Striking Eastern Airlines workers paralyzed the financially strapped carrier Saturday, overwhelming management efforts to run a skeleton schedule and vowing to incite mass-transit chaos when the workweek starts.
Eastern managers thought they had prepared for the strike that began at 12:01 a.m. by hiring non-unionists and slashing the weekend schedule by up to 75 percent. Many passengers were rerouted to flights offered by rival airlines.But when most pilots and flight attendants honored the machinist lines it threw the company's strike battle plan into disarray, and only 35 planes got off the ground by late Saturday.
"We've been able to mount only a limited schedule today," company spokesman Robin Matell said, admitting that strike contingency plans fell well below management projections. "We were relying on what the pilots were telling us. Obviously, in that sense, it was a miscalculation."
Matell told a late afternoon news conference the airline expected more pilots to report for work Sunday. But Ron Cole, Eastern pilots union spokesman, said: "It's very clear the airline isn't going to fly without us. The ball is in management's court."
The machinists and sympathizers said they were mobilizing for massive pickets Monday that threatened to cause rush-hour nightmares, especially in the congested New York metropolitan area. Strikers planned picketing at commuter railroads and received assurances that no rail workers would cross their lines.
"This thing will really take off on Monday, when we take out the railroads," Machinists Local 1894 President Michael O'Connell at Kennedy International Airport said. "And we're prepared to do that."
In Philadelphia, a federal judge enjoined railroad workers in that city's mass transit system from honoring Eastern picket lines, and authorities in New Jersey said they were seeking a similar order against any secondary walkouts.
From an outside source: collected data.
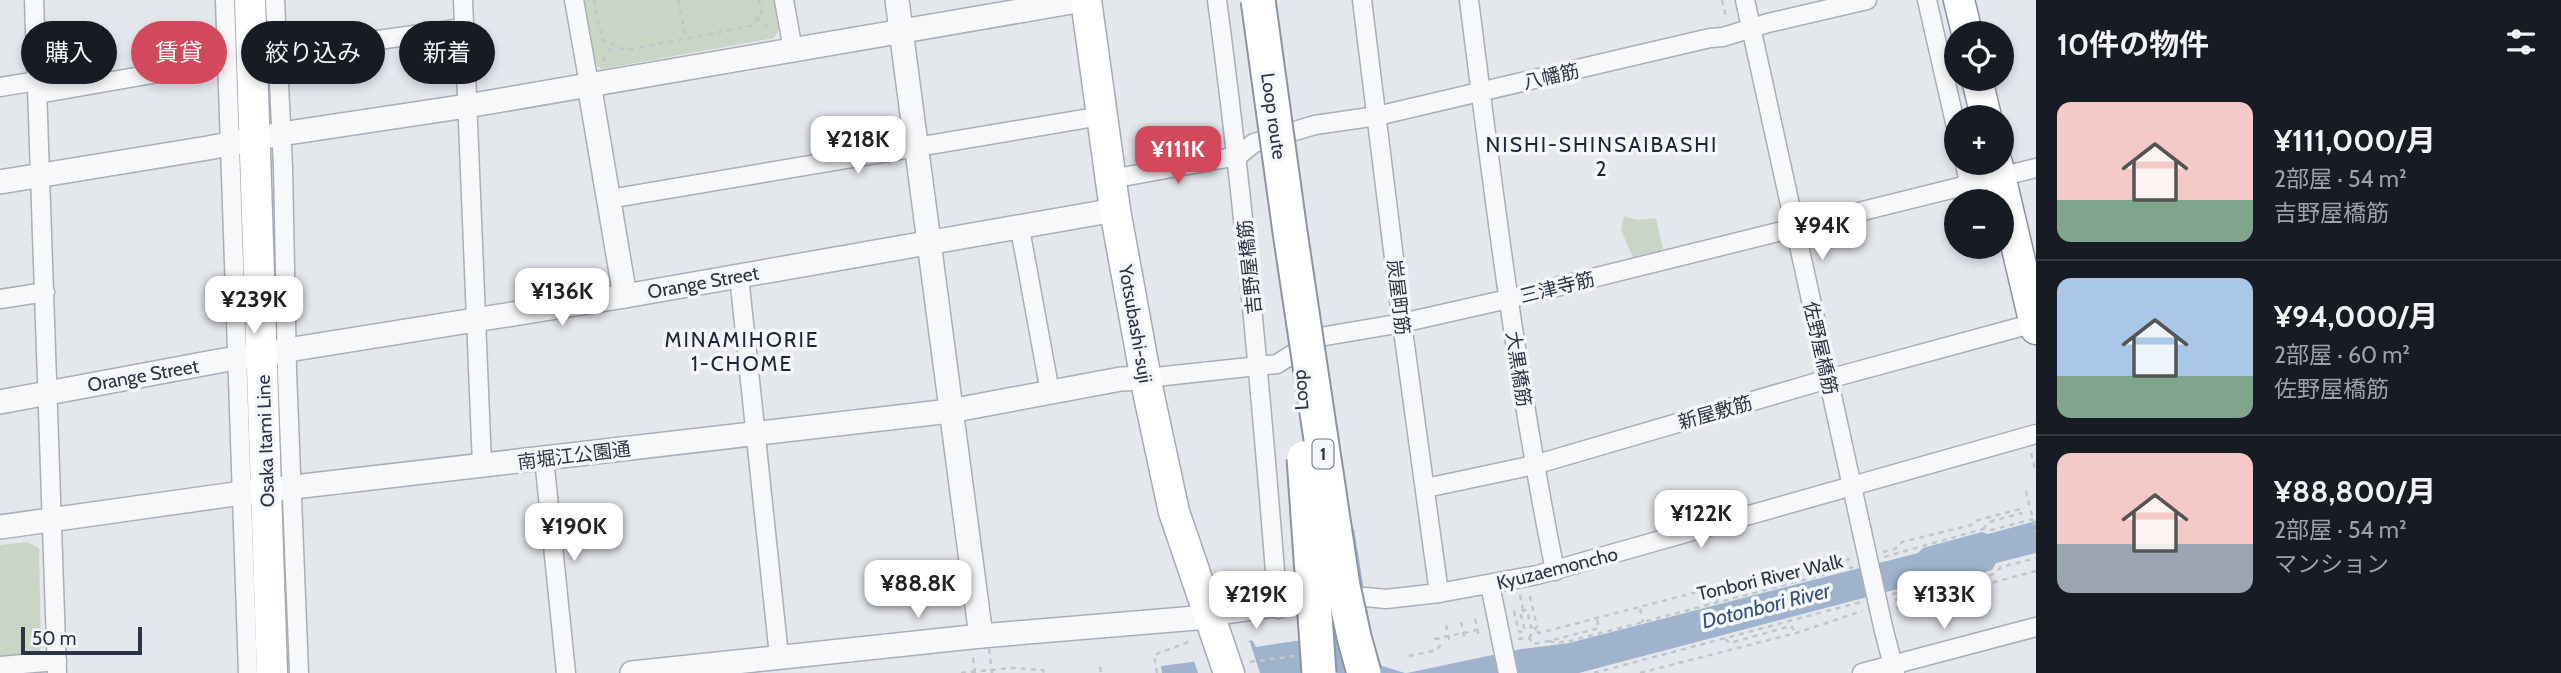 <!DOCTYPE html>
<html lang="ja">
<meta charset="utf-8">
<style>
:root{--surface:#171b24;--page:#20242c;--text:#f1f3f6;--muted:#9ea1a6;--line:#363941;--accent:#d1495b}
body{margin:0;font-family:Cabin,"Noto Sans JP",sans-serif;background:var(--page);color:var(--text);height:100vh;display:flex;flex-direction:column;font-size:26px;white-space:nowrap}
*{box-sizing:border-box;margin:0}
p{font-size:23px;color:var(--muted)}
.icon{flex:none;width:38px;height:38px;fill:none;stroke:currentColor;stroke-width:2;stroke-linecap:round;stroke-linejoin:round}
.map{position:relative;flex:1;overflow:hidden}
.drawer{display:flex;flex-direction:column;background:var(--surface);width:525px}
.drawer>*{flex:none}
.top-card{position:absolute;left:21px;top:21px;width:665px;height:63px;display:flex;gap:14px}
.controls{position:absolute;left:1944px;top:21px;display:grid;gap:14px}
.controls a{display:grid;place-items:center;width:70px;height:70px;border-radius:50%;background:var(--surface);box-shadow:0 4px 10px #0003;font-size:35px}
.scale{position:absolute;left:21px;bottom:18px;width:121px;box-sizing:border-box;padding-left:7px;border:4px solid #2b3445;border-top:0;font-size:19px;line-height:24px;white-space:nowrap;color:#2b3445;-webkit-text-stroke:5px #f4f6f9;paint-order:stroke}
.price{position:absolute;translate:-50% -60px;padding:0 16px;border-radius:14px;background:#fff;color:#222;font-size:23px;line-height:46px;filter:drop-shadow(0 2px 4px #0008)}
.price::after{content:'';position:absolute;left:50%;top:42px;width:21px;height:16px;margin-left:-10px;background:inherit;clip-path:polygon(0 0,100% 0,50% 100%)}
.price.selected{background:var(--accent);color:#fff}
ul{padding:0;list-style:none}
li{display:flex;align-items:center;gap:21px;height:175px;padding:0 21px}
li+li{border-top:2px solid var(--line)}
li span{display:grid;place-items:center;flex:none;width:196px;height:140px;border-radius:14px;color:#555}
li>.icon{margin-inline-start:auto}
span .icon{width:84px;height:84px;fill:#fffc;stroke-width:1}
li b{font-size:30px}
h2{display:flex;justify-content:space-between;align-items:center;height:84px;padding:0 21px;font-size:30px}
.pill{padding:0 24px;border-radius:32px;background:var(--surface);box-shadow:0 4px 10px #0003;font-size:24px;line-height:63px}
.pill.selected{background:var(--accent);color:#fff}
main{display:flex;flex:1;min-height:0}
.map>svg:first-child{display:block}
</style>
<main>
<div class="map">
<svg width="2036" height="673" viewBox="0 0 2036 673">
<rect width="100%" height="100%" fill="#e4e7ec"/>
<g fill="#c9d6c5">
<polygon points="581,0 774,0 779,29 774,38 602,69 594,64"/>
<polygon points="1624,216 1636,220 1656,218 1663,250 1633,258 1621,230"/>
<polygon points="27,542 39,548 41,648 37,653 0,658 0,545"/>
</g>
<g fill="#9fb4cc">
<polygon points="2036,521 2036,553 1996,563 1992,570 1934,585 1924,582 1579,673 1407,673 1521,649 1569,643 1918,553 1923,548 1982,532 1988,534"/>
<polygon points="1354,529 1372,639 1379,665 1405,673 1162,673 1161,666 1192,662 1252,640 1256,647 1302,640 1305,534"/>
</g>
<polygon fill="#e4e7ec" points="1243,640 1250,642 1260,673 1198,673 1193,658"/>
<g fill="none" stroke-linecap="round" stroke-linejoin="round">
<g stroke="#a9aeb7" stroke-width="21">
<g id="minor">
<polyline points="34,0 57,673"/>
<polyline points="225,0 248,673"/>
<polyline points="275,0 283,167 287,372 299,673"/>
<polyline points="463,0 482,465"/>
<polyline points="574,0 589,84"/>
<polyline points="784,0 793,50"/>
<path d="M1217,0C1244,202 1262,405 1278,609"/>
<polyline points="1362,0 1402,323 1439,593"/>
<path d="M1469,0C1493,191 1517,382 1555,571"/>
<polyline points="1745,0 1862,532"/>
<polyline points="1927,0 1956,127"/>
<polyline points="278,54 464,28"/>
<polyline points="0,87 37,81"/>
<polyline points="38,94 227,61"/>
<polyline points="1965,163 1969,184"/>
<polyline points="1111,179 1238,156 1254,143 1315,125 1377,116 1710,38 1723,37 1768,23 1867,0"/>
<polyline points="609,199 1101,116"/>
<polyline points="1020,229 1050,392"/>
<polyline points="739,276 779,656"/>
<polyline points="0,299 45,292"/>
<polyline points="1146,378 1277,364 1320,337 1402,323 1508,299 2036,168"/>
<polyline points="544,458 566,673"/>
<polyline points="1426,488 1534,465 1828,379 2035,323"/>
<polyline points="1490,585 1497,619"/>
<polyline points="1208,617 1297,604 1366,597 1386,599 1439,593 1537,575 2036,434"/>
<polyline points="1884,631 1895,673"/>
<polyline points="0,666 57,661"/>
<polyline points="1862,673 2036,627"/>
</g>
</g>
<g stroke="#a9aeb7" stroke-width="26">
<g id="tertiary">
<polyline points="897,0 981,636"/>
<polyline points="589,84 625,296"/>
<polyline points="0,182 208,148 281,134 467,106 1083,0"/>
<polyline points="0,402 219,361 625,296 1115,210"/>
<polyline points="0,527 242,493 950,411 1121,379 1146,378"/>
<polyline points="632,673 981,636 1208,617"/>
</g>
</g>
<g stroke="#a3abb8" stroke-width="33">
<g id="primary">
<polyline points="250,0 272,673"/>
<polyline points="1086,0 1115,210 1149,396 1174,512 1229,673"/>
</g>
</g>
<g stroke="#8b94a3" stroke-width="33">
<g id="trunk">
<polyline points="1959,0 1967,33"/>
<polyline points="1977,79 1986,117"/>
<polyline points="1997,163 2036,329"/>
</g>
</g>
<g stroke="#c2c5cb" stroke-width="2.5" stroke-dasharray="5 5" stroke-linecap="butt">
<polyline points="594,0 602,40 626,50 751,26 762,12 759,0"/>
<polyline points="678,0 686,38"/>
<polyline points="1722,0 1726,17"/>
<polyline points="757,18 771,29"/>
<polyline points="603,61 612,46"/>
<polyline points="2031,453 2036,473"/>
<polyline points="1983,529 1989,522 2022,513"/>
<polyline points="1883,552 1895,549 1902,542 1971,525 1978,520 2021,509"/>
<polyline points="1884,557 1983,529 1991,530 2033,519"/>
<polyline points="1892,594 1922,587 1934,589 1994,574 2001,567 2036,558"/>
<polyline points="1520,595 1523,610"/>
<polyline points="1895,600 1915,595 1916,601"/>
<polyline points="1716,603 1719,596 1773,582"/>
<polyline points="1896,608 2036,571"/>
<polyline points="1640,609 1643,622"/>
<polyline points="1514,611 1519,632 1525,631 1520,611 1527,610 1531,627 1539,633 1763,575 1772,578 1850,559"/>
<polyline points="1475,619 1479,637"/>
<polyline points="1597,620 1599,628 1549,641 1555,643 1570,641 1853,567"/>
<polyline points="1461,622 1465,640"/>
<polyline points="1446,625 1450,643"/>
<polyline points="1529,638 1537,626 1529,593"/>
<polyline points="1434,639 1482,629"/>
<polyline points="1518,639 1529,638 1533,644 1549,641"/>
<polyline points="1725,639 1730,643 1791,626 1796,633"/>
<polyline points="1409,656 1437,650 1440,645 1439,638"/>
<polyline points="1250,662 1294,656"/>
<polyline points="1100,667 1101,673"/>
<polyline points="961,673 1012,668 1043,670 1044,673"/>
<polyline points="1157,673 1154,655 1191,641"/>
<polyline points="1594,673 1861,602"/>
<polyline points="1640,673 1796,633 1862,611"/>
</g>
<use href="#minor" stroke="#f7f8fa" stroke-width="18"/>
<use href="#tertiary" stroke="#f7f8fa" stroke-width="23"/>
<use href="#primary" stroke="#fff" stroke-width="30"/>
<use href="#trunk" stroke="#fff" stroke-width="30"/>
<g stroke="#a9aeb7" stroke-width="21" stroke-linecap="butt">
<g id="minor-bridge">
<polyline points="1862,532 1884,631"/>
<polyline points="1497,619 1508,673"/>
</g>
</g>
<g stroke="#8b94a3" stroke-width="37" stroke-linecap="butt">
<g id="motorway-bridge">
<polyline points="1258,0 1290,232 1343,586 1354,637 1364,673"/>
<polyline points="1304,458 1319,673"/>
</g>
</g>
<g stroke="#c2c5cb" stroke-width="2.5" stroke-dasharray="5 5" stroke-linecap="butt">
<polyline points="2026,491 2036,532"/>
<polyline points="989,649 992,673"/>
<polyline points="973,658 975,673"/>
</g>
<use href="#minor-bridge" stroke="#f7f8fa" stroke-width="18"/>
<use href="#motorway-bridge" stroke="#fff" stroke-width="33"/>
</g>
<g text-anchor="middle" stroke-width="7" stroke-linejoin="round" paint-order="stroke">
<rect fill="#f4f6f9" stroke="#676e7b" stroke-width="2" x="1312.5" y="439.5" width="21" height="29" rx="5"/>
<g font-size="18" font-weight="bold" fill="#2b3445">
<text x="1323" y="460">1</text>
</g>
<g font-size="19" fill="#2b3445" stroke="#f4f6f9">
<text transform="translate(1551 76) rotate(-13)" y="7">八幡筋</text>
<text transform="translate(1274 116) rotate(82)" y="7">Loop route</text>
<text transform="translate(1249 267) rotate(-96)" y="7">吉野屋橋筋</text>
<text transform="translate(703 282) rotate(-10)" y="7">Orange Street</text>
<text transform="translate(1557 287) rotate(-14)" y="7">三津寺筋</text>
<text transform="translate(1399 297) rotate(83)" y="7">炭屋町筋</text>
<text transform="translate(1136 324) rotate(80)" y="7">Yotsubashi-suji</text>
<text transform="translate(1821 348) rotate(77)" y="7">佐野屋橋筋</text>
<text transform="translate(1519 369) rotate(81)" y="7">大黒橋筋</text>
<text transform="translate(143 375) rotate(-10)" y="7">Orange Street</text>
<text transform="translate(1300 390) rotate(-94)" y="7">Loop</text>
<text transform="translate(1715 412) rotate(-16)" y="7">新屋敷筋</text>
<text transform="translate(265 441) rotate(-92)" y="7">Osaka Itami Line</text>
<text transform="translate(574 455) rotate(-7)" y="7">南堀江公園通</text>
<text transform="translate(1557 568) rotate(-14)" y="7">Kyuzaemoncho</text>
<text transform="translate(1770 577) rotate(-13)" y="7">Tonbori River Walk</text>
</g>
<g font-size="21" letter-spacing="2" fill="#1d2536" stroke="#f4f6f9">
<text x="1602" y="152">NISHI-SHINSAIBASHI<tspan x="1602" dy="24">2</tspan></text>
<text x="742" y="347">MINAMIHORIE<tspan x="742" dy="24">1-CHOME</tspan></text>
</g>
<g font-size="21" font-style="italic" fill="#34527a" stroke="#f4f6f9">
<text transform="translate(1766 606) rotate(-14)" y="7">Dotonbori River</text>
</g>
</g>
</svg>
<div class="controls">
<a><svg class="icon" aria-label="locate" viewBox="0 0 24 24"><circle cx="12" cy="12" r="6"/><path d="M12 2v4M12 18v4M2 12h4M18 12h4"/></svg></a>
<a>+</a>
<a>−</a>
</div>
<div class="scale">50 m</div>
<b class="price" style="left:858px;top:176px">¥218K</b>
<b class="price selected" style="left:1178px;top:186px">¥111K</b>
<b class="price" style="left:1822px;top:262px">¥94K</b>
<b class="price" style="left:562px;top:328px">¥136K</b>
<b class="price" style="left:254px;top:336px">¥239K</b>
<b class="price" style="left:1701px;top:550px">¥122K</b>
<b class="price" style="left:574px;top:563px">¥190K</b>
<b class="price" style="left:918px;top:620px">¥88.8K</b>
<b class="price" style="left:1256px;top:631px">¥219K</b>
<b class="price" style="left:1944px;top:631px">¥133K</b>
<div class="top-card">
<a class="pill">購入</a>
<a class="pill selected">賃貸</a>
<a class="pill">絞り込み</a>
<a class="pill">新着</a>
</div>
</div>
<section class="drawer">
<h2>10件の物件<svg class="icon" aria-label="filters" viewBox="0 0 24 24"><path d="M4 7h16M4 17h16"/><circle cx="9" cy="7" r="2"/><circle cx="15" cy="17" r="2"/></svg></h2>
<ul>
<li><span style="background:linear-gradient(#f6c9c9 70%,#7fa58c 0)"><svg class="icon" aria-label="home" viewBox="0 0 24 24"><path d="M3 11l9-7 9 7M6 9v11h12V9"/></svg></span><div><b>¥111,000/月</b><p>2部屋 · 54 m²</p><p>吉野屋橋筋</p></div></li>
<li><span style="background:linear-gradient(#a9c7e8 70%,#7fa58c 0)"><svg class="icon" aria-label="home" viewBox="0 0 24 24"><path d="M3 11l9-7 9 7M6 9v11h12V9"/></svg></span><div><b>¥94,000/月</b><p>2部屋 · 60 m²</p><p>佐野屋橋筋</p></div></li>
<li><span style="background:linear-gradient(#f6c9c9 65%,#9aa5b1 0)"><svg class="icon" aria-label="home" viewBox="0 0 24 24"><path d="M3 11l9-7 9 7M6 9v11h12V9"/></svg></span><div><b>¥88,800/月</b><p>2部屋 · 54 m²</p><p>マンション</p></div></li>
</ul>
</section>
</main>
They exhorted commuters to carpool or stay home if the disruption spread.
"There is no question that if the boycott occurs, it will cause massive delays and severely inconvenience New Jersey residents," said state Transportation Department Commissioner Hazel Frank Gluck.
Frank Ortis, a machinist union local vice president, told The Associated Press the union was considering a picket on Monday of Eastern's suppliers and contractors - including the Miami offices of British engine maker Rolls-Royce.
In Washington, John Peterpaul, general vice president of the machinists, said picketing was organized at Eastern points nationwide and union officials were mapping prospective sites for secondary picketing.
But Transportation Secretary Samuel Skinner said the Bush administration would seek emergency legislation, if necessary, to prohibit strikers from broadening their protest to "hold American industry hostage."
The mass walkout that began at 12:01 a.m. Saturday by 8,500 mechanics, bag handlers and ground crews escalated a 17-month union-management battle at the nation's seventh largest airline, which ordinarily schedules more than 1,000 flights with 100,000 passengers daily.
Both sides were deadlocked on $150 million in wage concessions that company boss Frank Lorenzo demanded in order to keep the carrier alive. Talks collapsed in Washington at midnight Friday and no new discussions were planned.
The main target of the striker hostility was Lorenzo, head of Texas Air Corp., which bought Eastern in 1986.
He is widely mistrusted by Eastern workers because of what they call his triumphant union-crushing campaign at sister carrier Continental Airlines in 1983. Many accuse him of provoking the strike to do the same at Eastern.
Battered by years of labor tension and growing competition in the deregulated airline business, Eastern has racked up nearly $2.5 billion in debt and claims to be losing more than $1 million a day.
Pickets chanted and baggage piled up at airports from San Juan, Puerto Rico, to Los Angeles, Miami to New York City. Some Eastern planes were stranded on Caribbean islands without crews, the company said, and hundreds of vacationers were spending a tropical getaway at ticket counters seeking other connections.
Eastern Airline passengers who arrived at the Salt Lake International Airport were rebooked on other airlines Saturday.
Eastern officals said no one was stranded.
Through March 6, other airlines will honor Eastern tickets, said Billie Hale, manager of airport services for Eastern.
Only two Eastern flights originate from Salt Lake each day- one at 6:45 a.m. and 11:25 p.m. Both flights go to Denver, Atlanta and Miami.